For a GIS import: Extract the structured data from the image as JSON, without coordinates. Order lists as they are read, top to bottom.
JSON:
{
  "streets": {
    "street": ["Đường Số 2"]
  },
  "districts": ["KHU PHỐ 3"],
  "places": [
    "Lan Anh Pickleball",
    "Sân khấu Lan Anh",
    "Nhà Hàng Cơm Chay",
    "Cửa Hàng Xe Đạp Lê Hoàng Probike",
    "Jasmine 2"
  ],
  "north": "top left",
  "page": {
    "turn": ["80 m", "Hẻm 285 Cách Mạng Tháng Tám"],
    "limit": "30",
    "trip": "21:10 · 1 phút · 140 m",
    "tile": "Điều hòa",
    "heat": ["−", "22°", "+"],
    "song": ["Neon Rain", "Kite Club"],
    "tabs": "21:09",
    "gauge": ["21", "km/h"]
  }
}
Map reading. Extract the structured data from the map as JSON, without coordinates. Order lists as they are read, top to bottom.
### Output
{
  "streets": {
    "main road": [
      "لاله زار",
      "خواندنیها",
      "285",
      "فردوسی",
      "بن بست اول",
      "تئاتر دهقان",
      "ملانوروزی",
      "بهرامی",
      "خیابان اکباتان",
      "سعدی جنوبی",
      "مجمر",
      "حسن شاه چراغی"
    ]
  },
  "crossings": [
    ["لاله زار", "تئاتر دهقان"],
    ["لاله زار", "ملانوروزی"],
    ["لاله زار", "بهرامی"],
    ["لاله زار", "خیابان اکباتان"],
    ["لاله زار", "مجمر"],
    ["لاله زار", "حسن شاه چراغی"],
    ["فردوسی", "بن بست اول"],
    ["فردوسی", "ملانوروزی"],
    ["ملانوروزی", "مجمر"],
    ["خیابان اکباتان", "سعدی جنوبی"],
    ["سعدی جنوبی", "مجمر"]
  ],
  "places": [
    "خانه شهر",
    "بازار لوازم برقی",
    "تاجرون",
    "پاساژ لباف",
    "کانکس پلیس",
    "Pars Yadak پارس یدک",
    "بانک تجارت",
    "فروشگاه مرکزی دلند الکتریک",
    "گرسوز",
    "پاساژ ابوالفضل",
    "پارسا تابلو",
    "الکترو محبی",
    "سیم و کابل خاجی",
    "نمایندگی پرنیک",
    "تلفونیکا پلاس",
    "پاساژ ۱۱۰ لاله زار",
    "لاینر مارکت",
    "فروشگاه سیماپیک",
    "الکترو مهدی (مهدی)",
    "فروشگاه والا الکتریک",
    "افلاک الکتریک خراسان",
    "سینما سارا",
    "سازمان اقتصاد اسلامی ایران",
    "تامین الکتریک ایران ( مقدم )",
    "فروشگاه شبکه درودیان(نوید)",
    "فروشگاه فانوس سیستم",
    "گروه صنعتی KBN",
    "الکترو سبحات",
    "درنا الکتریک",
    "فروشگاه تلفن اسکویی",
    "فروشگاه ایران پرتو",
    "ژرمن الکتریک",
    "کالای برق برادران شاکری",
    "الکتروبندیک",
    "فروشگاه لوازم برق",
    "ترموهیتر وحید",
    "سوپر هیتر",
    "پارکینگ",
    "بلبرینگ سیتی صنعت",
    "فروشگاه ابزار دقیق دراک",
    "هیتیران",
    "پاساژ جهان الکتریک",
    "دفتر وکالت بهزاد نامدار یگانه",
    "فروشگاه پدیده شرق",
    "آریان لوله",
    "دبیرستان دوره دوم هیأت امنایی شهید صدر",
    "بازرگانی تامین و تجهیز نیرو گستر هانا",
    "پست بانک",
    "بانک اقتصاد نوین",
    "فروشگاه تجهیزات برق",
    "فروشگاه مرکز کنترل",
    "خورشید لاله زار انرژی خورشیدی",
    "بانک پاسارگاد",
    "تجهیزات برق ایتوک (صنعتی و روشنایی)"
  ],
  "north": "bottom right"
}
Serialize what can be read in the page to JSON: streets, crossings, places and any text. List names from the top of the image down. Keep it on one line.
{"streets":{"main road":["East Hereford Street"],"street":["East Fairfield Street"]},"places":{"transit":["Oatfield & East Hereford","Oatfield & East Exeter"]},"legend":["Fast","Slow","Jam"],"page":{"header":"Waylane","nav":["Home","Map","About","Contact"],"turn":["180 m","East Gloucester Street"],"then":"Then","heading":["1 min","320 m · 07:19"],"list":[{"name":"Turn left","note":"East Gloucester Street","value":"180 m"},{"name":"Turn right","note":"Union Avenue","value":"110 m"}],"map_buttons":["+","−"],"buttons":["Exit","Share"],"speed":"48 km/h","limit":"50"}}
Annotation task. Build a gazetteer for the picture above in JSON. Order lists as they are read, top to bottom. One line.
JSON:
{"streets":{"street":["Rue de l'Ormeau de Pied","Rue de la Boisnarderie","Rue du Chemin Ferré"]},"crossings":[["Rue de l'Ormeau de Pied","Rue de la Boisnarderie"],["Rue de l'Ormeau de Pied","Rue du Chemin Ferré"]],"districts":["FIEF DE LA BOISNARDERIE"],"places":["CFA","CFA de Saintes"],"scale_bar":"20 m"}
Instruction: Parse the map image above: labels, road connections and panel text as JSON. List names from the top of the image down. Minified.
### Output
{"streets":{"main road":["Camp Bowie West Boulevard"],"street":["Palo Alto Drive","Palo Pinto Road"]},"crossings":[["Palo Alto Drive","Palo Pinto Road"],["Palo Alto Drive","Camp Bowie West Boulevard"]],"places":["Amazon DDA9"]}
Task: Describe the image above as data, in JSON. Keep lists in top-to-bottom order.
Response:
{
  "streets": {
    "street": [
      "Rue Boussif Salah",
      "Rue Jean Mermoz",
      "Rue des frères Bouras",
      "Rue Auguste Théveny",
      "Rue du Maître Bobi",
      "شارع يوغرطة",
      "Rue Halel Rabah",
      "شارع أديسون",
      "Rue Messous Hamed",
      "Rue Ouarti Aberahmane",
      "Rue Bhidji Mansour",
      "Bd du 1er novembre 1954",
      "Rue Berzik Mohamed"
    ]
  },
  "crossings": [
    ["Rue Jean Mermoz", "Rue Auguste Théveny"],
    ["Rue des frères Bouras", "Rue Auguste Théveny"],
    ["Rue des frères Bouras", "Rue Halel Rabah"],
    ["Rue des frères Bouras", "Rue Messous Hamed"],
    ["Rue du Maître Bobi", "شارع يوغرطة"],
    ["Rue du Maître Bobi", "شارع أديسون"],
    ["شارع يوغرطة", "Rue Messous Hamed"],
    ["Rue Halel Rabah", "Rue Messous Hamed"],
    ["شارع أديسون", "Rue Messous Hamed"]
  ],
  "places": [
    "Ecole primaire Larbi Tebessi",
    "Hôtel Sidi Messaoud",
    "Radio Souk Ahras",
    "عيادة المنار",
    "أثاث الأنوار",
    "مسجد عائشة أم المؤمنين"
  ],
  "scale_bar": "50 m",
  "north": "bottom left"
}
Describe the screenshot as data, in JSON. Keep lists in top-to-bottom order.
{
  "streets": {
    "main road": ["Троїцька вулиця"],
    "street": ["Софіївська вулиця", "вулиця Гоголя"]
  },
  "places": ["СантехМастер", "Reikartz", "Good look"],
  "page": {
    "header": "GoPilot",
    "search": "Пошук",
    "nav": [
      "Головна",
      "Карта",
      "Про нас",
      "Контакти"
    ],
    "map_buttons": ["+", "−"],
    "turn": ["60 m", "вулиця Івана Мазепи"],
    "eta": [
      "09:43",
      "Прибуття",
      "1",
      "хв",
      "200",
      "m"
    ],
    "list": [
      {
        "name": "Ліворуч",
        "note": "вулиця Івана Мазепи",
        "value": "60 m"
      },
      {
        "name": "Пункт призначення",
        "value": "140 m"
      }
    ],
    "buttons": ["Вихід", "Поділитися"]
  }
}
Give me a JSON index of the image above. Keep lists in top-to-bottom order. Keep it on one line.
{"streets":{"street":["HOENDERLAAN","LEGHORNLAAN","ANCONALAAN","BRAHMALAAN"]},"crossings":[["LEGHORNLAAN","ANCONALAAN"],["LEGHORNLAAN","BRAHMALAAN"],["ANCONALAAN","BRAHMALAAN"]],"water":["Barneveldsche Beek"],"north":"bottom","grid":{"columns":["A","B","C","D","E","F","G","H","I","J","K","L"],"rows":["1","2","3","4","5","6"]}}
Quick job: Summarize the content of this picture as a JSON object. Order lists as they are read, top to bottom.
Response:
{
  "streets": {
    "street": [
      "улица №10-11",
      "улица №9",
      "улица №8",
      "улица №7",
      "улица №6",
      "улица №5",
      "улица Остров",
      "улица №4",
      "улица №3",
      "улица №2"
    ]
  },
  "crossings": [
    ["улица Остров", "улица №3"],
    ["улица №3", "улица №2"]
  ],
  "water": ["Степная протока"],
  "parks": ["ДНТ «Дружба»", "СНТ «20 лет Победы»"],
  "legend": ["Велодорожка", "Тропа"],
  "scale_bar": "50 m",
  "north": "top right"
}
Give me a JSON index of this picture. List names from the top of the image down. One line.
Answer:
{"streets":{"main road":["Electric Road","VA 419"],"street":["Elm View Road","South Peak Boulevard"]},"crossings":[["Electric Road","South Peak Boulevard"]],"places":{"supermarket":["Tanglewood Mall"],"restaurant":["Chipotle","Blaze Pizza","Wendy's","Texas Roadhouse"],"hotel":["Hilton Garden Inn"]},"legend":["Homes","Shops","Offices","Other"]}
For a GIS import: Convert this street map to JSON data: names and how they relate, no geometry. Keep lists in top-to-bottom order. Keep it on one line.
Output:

### Directions for this task
Task for the records above: copy every line in which the word "coordinates" occurs.

### Reply
For a GIS import: Extract the structured data from the image as JSON, without coordinates. Order lists as they are read, top to bottom.
Map reading. Extract the structured data from the map as JSON, without coordinates. Order lists as they are read, top to bottom.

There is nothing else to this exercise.